Pour son interprétation, nous retrouvons l’ensemble médiéval finlandais Oliphant et l’album que la formation avait dédié à ce trouvère, en 2004 (voir article détaillé ).

« Li plusour … », une leçon d’amour courtois
contre les médisants et les faux amoureux,

Dans la pure tradition de la lyrique courtoise, le poète  donne ici un leçon de fine amor à ses contemporains. Contre les médisants, les envieux et les « faux amoureux », il est, nous explique t-il, comme tant d’autres poètes lyriques médiévaux le feront par ailleurs, un fine amant sincère et véritable.

Comme toute société crée et valorise ses propres normes, elle produit aussi systématiquement la possibilité de s’en revêtir faussement pour s’élever socialement. Et comme la loyauté engendre la fausse loyauté, l’humilité la fausse modestie, au Moyen-âge, la courtoisie donne naissance au « faux amoureux ». On retrouve parmi ces derniers, ceux qui entrent dans la compétition en feignant la Fine amor véritable, pour faire bonne figure auprès des dames, mais aussi, plus largement, de l’univers mondain. Pour n’en citer qu’un exemple, on se souvient de cet « amor torné en fables » dont nous parlait Chrétien de Troyes dans son Chevalier au Lion :

« Or est amor torné en fables,
Por ce que cil rien n’en sentent
Dient qu’ils aiment, et si mentent ;
Et cil fable et mensonge en font,
Que s’en vantent, et rien n’y ont.
Mais por parler de celz qui furent,
Laissons celz qui en vie durent,
Qu’encor valt miex, se m’est avis,
Un cortois mort qu’un vilain vis. »
Chrétien de Troyes – Yvain ou l Chevalier au Lion.

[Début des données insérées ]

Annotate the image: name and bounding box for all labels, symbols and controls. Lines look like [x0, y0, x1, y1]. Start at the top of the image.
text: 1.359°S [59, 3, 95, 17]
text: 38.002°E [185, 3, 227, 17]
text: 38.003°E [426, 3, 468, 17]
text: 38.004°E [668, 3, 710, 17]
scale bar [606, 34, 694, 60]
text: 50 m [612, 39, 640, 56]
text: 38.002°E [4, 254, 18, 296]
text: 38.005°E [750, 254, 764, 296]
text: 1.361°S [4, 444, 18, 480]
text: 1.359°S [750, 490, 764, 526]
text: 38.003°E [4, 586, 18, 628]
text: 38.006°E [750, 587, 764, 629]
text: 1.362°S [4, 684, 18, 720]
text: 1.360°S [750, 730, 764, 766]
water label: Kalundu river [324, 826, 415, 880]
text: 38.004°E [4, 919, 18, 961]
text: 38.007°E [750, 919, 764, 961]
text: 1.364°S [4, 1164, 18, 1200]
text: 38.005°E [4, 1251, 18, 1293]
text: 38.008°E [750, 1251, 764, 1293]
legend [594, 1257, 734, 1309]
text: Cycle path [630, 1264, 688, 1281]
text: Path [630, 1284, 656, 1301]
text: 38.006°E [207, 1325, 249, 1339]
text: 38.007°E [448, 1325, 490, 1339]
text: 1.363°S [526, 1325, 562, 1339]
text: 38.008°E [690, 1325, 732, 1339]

Aux côtés du faux-amoureux, les médisants, les « lauzengiers » ou les calomniateurs,  qui transgressent par leurs mensonges les règles de l’amour courtois et le salissent, sont montrés du doigt par le poète.  Plus vils que le plus vil des vilains, ils sont exécrés par lui et  voués à être mis au banc. Ce thème récurrent des « médisants », déjà présent chez les troubadours sera largement repris, par la suite, chez les trouvères. Bien souvent, il ne s’agit pas seulement d’un procédé littéraire qui consisterait à invoquer des ennemis « imaginaires » comme autant d’obstacles dressés entre le poète et la réalisation de son désir, pour mieux l’édifier comme fine amant, aux yeux de sa dame et de l’univers mondain. Si l’effet est bien là, l’adversité et les quolibets sont aussi bien réels. Dans le contexte des cours où la courtoisie s’exerce,  les enjeux de pouvoir et la nature transgressive et sulfureuse de l’amour courtois ont suscité des rivalités et des tensions véritables. Pour n’en dire qu’un mot, laissons ici la parole à Joseph Anglade

« (…) Que les troubadours aient reçu un excellent accueil dans les cours où ils apportaient la poésie et la joie, c’est ce que tous les témoignages du temps, leurs œuvres en premier lieu, nous apprennent. Mais ils nous disent aussi combien âpre fut ce que nous appellerions du nom vulgaire de concurrence ou du nom en apparence plus scientifique de lutte pour la vie. Les poésies des troubadours sont pleines d’allusions aux «médisants»; ce sont eux qui perdent le poète auprès de sa dame ou qui ternissent sa réputation. Ils le brouillent, chose aussi grave, avec son protecteur. On peut croire les troubadours sur parole. Dans ces petites sociétés fermées où ils vécurent, la jalousie, et son cortège habituel, la calomnie et la médisance, durent pousser comme fleurs naturelles. »
Joseph Anglade
Les Troubadours, leurs vies, leurs œuvres, leur influence (1919)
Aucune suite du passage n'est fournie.